* _LISTED ENTRIES_
------

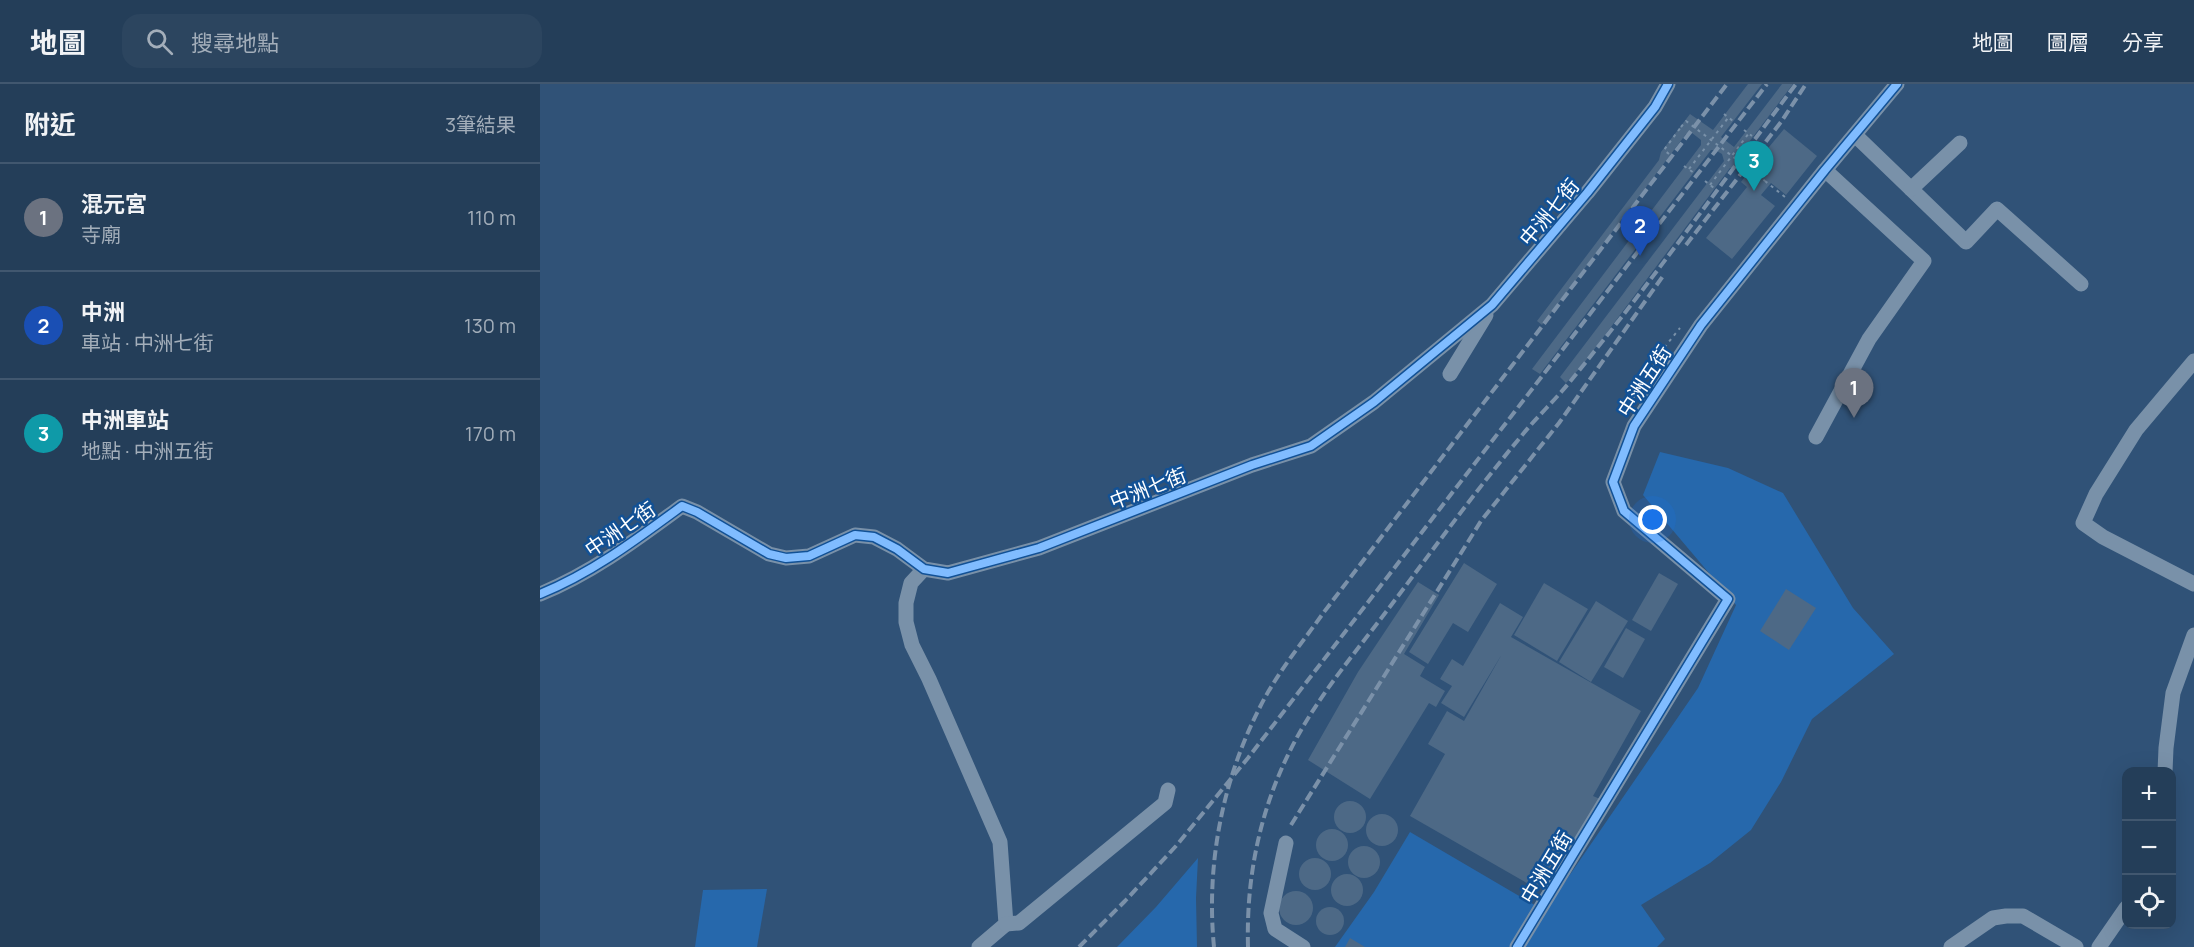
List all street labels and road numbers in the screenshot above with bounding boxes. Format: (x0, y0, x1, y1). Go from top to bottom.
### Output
street label: 中洲七街 (1513, 173, 1585, 251)
street label: 中洲五街 (1611, 340, 1677, 422)
street label: 中洲七街 (1106, 461, 1190, 515)
street label: 中洲七街 (579, 495, 661, 563)
street label: 中洲五街 (1514, 826, 1578, 908)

------

Repeat, exactly and in full, every entry in the data, but not the pictures.

List all street labels and road numbers in the screenshot above with bounding boxes. Format: (x0, y0, x1, y1). Go from top to bottom.
### Output
street label: 中洲七街 (1513, 173, 1585, 251)
street label: 中洲五街 (1611, 340, 1677, 422)
street label: 中洲七街 (1106, 461, 1190, 515)
street label: 中洲七街 (579, 495, 661, 563)
street label: 中洲五街 (1514, 826, 1578, 908)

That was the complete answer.